Trump has kept much of the world guessing on the outcome of months of talks with countries hoping to avoid the hefty tariff hikes he has threatened.
The rate for South Korea is the same as Trump initially announced, while the rate for Japan is 1 point higher than the one announced on April 2. A week later, he capped all of the so-called reciprocal tariffs at 10% until Wednesday. Only two agreements have so far been reached, with Britain and Vietnam, while Washington and Beijing in June agreed on a framework covering tariff rates.
Wendy Cutler, vice president of the Asia Society Policy Institute, said it was unfortunate that Trump was hiking tariffs on imports from two of the closest US allies, but there was still time for a breakthrough in negotiations.
“While the news is disappointing, it does not mean the game is over,” Cutler said.
Trump said that the United States would impose 25% tariffs on goods from Tunisia, Malaysia and Kazakhstan; 30% on South Africa, Bosnia and Herzegovina; 32% on Indonesia; 35% on Serbia and Bangladesh; 36% on Cambodia and Thailand and 40% on Laos and Myanmar.
Japanese Prime Minister Shigeru Ishiba said on Tuesday that some progress had been made on avoiding higher tariffs of up to 35% that Trump had suggested recently.
“We have received a proposal from the United States to swiftly proceed with negotiations towards the newly set August 1 deadline, and that depending on Japan’s response, the content of the letter could be revised,” Ishiba told a meeting with cabinet ministers to discuss Japan’s strategy on the tariffs.
South Korea said it planned to intensify US trade talks and considers Trump’s latest plan as effectively extending a grace period on implementing reciprocal tariffs.
“We will step up negotiations during the remaining period to reach a mutually beneficial result to quickly resolve the uncertainties from tariffs,” the country’s Industry Ministry said.
South African President Cyril Ramaphosa said the 30% US tariff rate was unjustified given that 77% of US goods enter South Africa with no tariffs.
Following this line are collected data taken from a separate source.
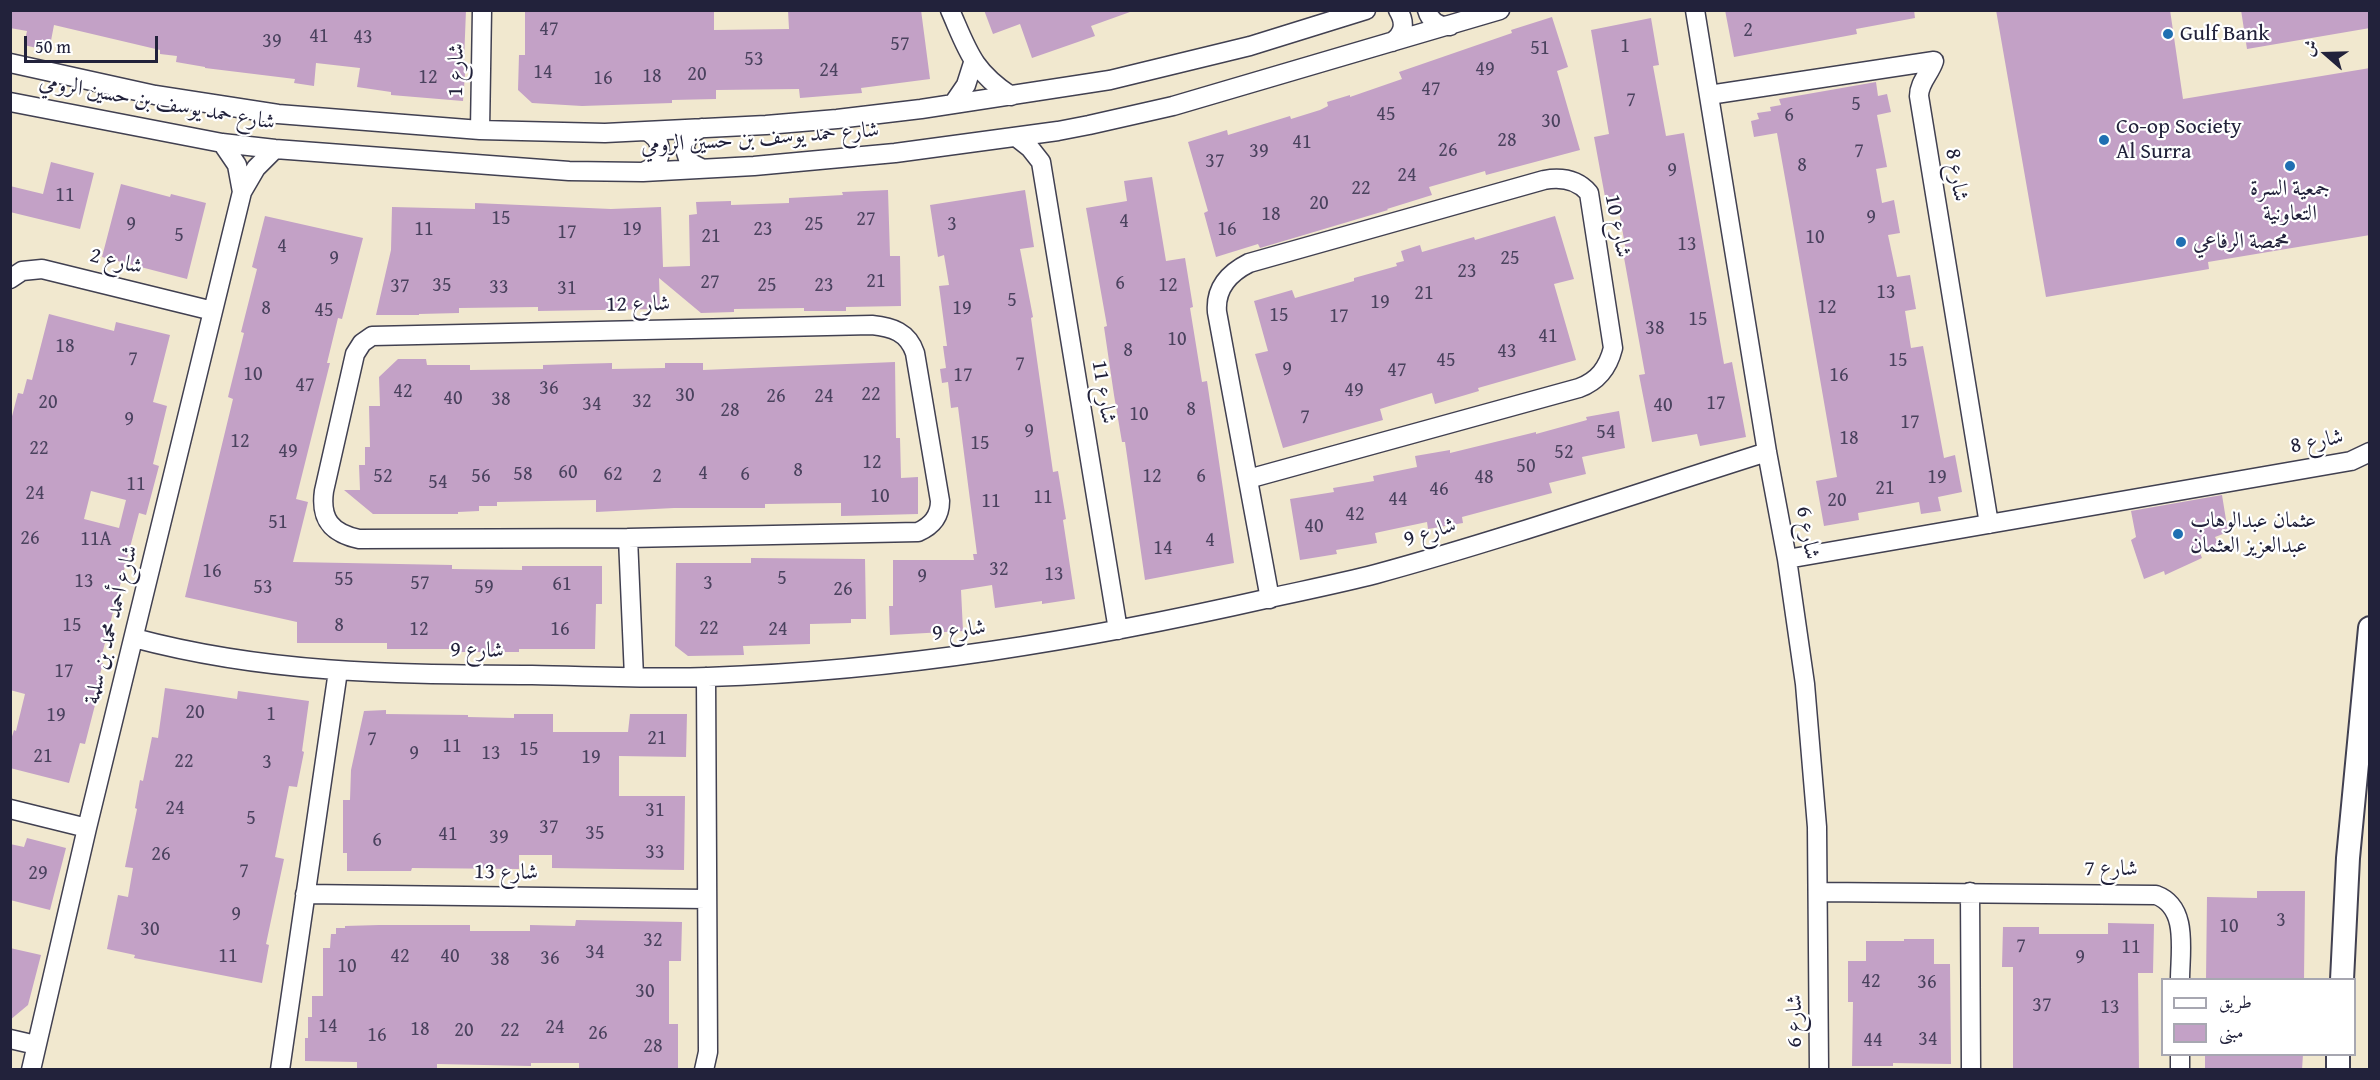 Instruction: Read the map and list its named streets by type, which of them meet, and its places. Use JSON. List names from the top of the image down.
{
  "streets": {
    "street": [
      "شارع 1",
      "شارع حمد يوسف بن حسين الرومي",
      "شارع 8",
      "شارع 10",
      "شارع 2",
      "شارع 12",
      "شارع 11",
      "شارع 9",
      "شارع 6",
      "شارع أحمد محمد بن سلمة",
      "شارع 7",
      "شارع 13"
    ]
  },
  "crossings": [
    ["شارع 1", "شارع حمد يوسف بن حسين الرومي"],
    ["شارع حمد يوسف بن حسين الرومي", "شارع أحمد محمد بن سلمة"],
    ["شارع 8", "شارع 6"],
    ["شارع 10", "شارع 9"],
    ["شارع 2", "شارع أحمد محمد بن سلمة"],
    ["شارع 11", "شارع 9"],
    ["شارع 9", "شارع 6"],
    ["شارع 9", "شارع أحمد محمد بن سلمة"],
    ["شارع 6", "شارع 7"]
  ],
  "places": [
    "Gulf Bank",
    "Co-op Society Al Surra",
    "جمعية السرة التعاونية",
    "محمصة الرفاعي",
    "عثمان عبدالوهاب عبدالعزيز العثمان"
  ],
  "house_numbers": [
    "47",
    "2",
    "41",
    "43",
    "39",
    "57",
    "1",
    "51",
    "53",
    "49",
    "24",
    "14",
    "20",
    "18",
    "12",
    "16",
    "47",
    "7",
    "5",
    "45",
    "6",
    "30",
    "28",
    "41",
    "26",
    "39",
    "7",
    "37",
    "8",
    "9",
    "24",
    "22",
    "11",
    "20",
    "18",
    "9",
    "15",
    "27",
    "4",
    "9",
    "25",
    "3",
    "11",
    "19",
    "23",
    "16",
    "17",
    "5",
    "21",
    "10",
    "13",
    "4",
    "9",
    "25",
    "23",
    "21",
    "27",
    "6",
    "35",
    "25",
    "23",
    "12",
    "37",
    "33",
    "31",
    "13",
    "21",
    "5",
    "19",
    "12",
    "8",
    "19",
    "45",
    "15",
    "17",
    "15",
    "38",
    "41",
    "10",
    "18",
    "8",
    "43",
    "7",
    "45",
    "15",
    "7",
    "9",
    "47",
    "10",
    "17",
    "16",
    "47",
    "36",
    "49",
    "42",
    "22",
    "30",
    "26",
    "24",
    "40",
    "38",
    "32",
    "20",
    "17",
    "34",
    "40",
    "8",
    "28",
    "10",
    "7",
    "9",
    "17",
    "9",
    "54",
    "18",
    "12",
    "15",
    "22",
    "49",
    "52",
    "12",
    "50",
    "8",
    "60",
    "4",
    "58",
    "62",
    "6",
    "52",
    "56",
    "2",
    "12",
    "6",
    "48",
    "19",
    "54",
    "11",
    "21",
    "46",
    "24",
    "10",
    "11",
    "44",
    "20",
    "11",
    "42",
    "51",
    "40",
    "26",
    "11A",
    "4",
    "14",
    "32",
    "16",
    "13",
    "9",
    "5",
    "55",
    "13",
    "57",
    "3",
    "61",
    "53",
    "59",
    "26",
    "15",
    "8",
    "22",
    "12",
    "16",
    "24",
    "17",
    "20",
    "1",
    "19",
    "21",
    "7",
    "11",
    "15",
    "9",
    "13",
    "21",
    "19",
    "22",
    "3",
    "24",
    "31",
    "5",
    "37",
    "35",
    "41",
    "39",
    "6",
    "33",
    "26",
    "7",
    "29",
    "9",
    "3",
    "10",
    "30",
    "32",
    "7",
    "11",
    "34",
    "11",
    "42",
    "40",
    "9",
    "36",
    "38",
    "10",
    "42",
    "36",
    "30",
    "37",
    "13",
    "14",
    "24",
    "18",
    "20",
    "22",
    "26",
    "16",
    "34",
    "44",
    "28"
  ],
  "legend": ["طريق", "مبنى"],
  "scale_bar": "50 m",
  "north": "left"
}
Ramaphosa’s spokesperson said his government would continue to engage with the US
MARKET DROP
US stocks fell in response, the latest market turmoil as Trump’s trade moves have whipsawed financial markets and sent policymakers scrambling to protect their economies.
US stocks were driven to near bear-market territory by his cascade of tariff announcements through the early spring but quickly rebounded to record highs after he put the stiffest levies on hold on April 9.
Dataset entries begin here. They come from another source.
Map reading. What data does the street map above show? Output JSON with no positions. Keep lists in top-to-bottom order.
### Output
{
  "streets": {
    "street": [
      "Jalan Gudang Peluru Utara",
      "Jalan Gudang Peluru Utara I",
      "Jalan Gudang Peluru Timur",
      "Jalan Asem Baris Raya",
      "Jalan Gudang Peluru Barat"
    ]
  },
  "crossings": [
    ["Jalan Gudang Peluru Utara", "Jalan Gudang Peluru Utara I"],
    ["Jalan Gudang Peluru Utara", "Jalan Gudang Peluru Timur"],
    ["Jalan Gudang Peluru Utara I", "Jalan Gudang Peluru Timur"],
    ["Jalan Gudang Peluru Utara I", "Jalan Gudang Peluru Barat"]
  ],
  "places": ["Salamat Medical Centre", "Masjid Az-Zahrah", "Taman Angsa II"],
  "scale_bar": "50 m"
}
The S&P 500 closed down about 0.8%. US-listed shares of Japanese automotive companies fell, with Toyota Motor closing down 4% and Honda Motor off by 3.9%. The dollar surged against both the Japanese yen and the South Korean won.
“Tariff talk has sucked the wind out of the sails of the market,” said Brian Jacobsen, chief economist at Annex Wealth Management. Most of the announced tariff rates have been rounded down, he added, and the letters come across as “take it or leave it” offers.
US Treasury Secretary Scott Bessent said earlier on Monday he expected several trade announcements in the next 48 hours, adding that his inbox was full of countries’ last-ditch offers.
TRADING BLOCS
The European Union will not be receiving a letter setting out higher tariffs, EU sources familiar with the matter told Reuters on Monday.
The EU still aims to reach a trade deal by Wednesday after European Commission President Ursula von der Leyen and Trump had a “good exchange,” a commission spokesperson said.
The EU has been torn over whether to push for a quick and light trade deal or leverage its economic clout to negotiate a better outcome. It had already given up hopes for a comprehensive trade agreement before the July deadline.
The president also threatened leaders of developing nations in the BRICS group, who are meeting in Brazil, with an additional 10% tariff if they adopt “anti-American” policies.
The group includes Brazil, Russia, India and China among others.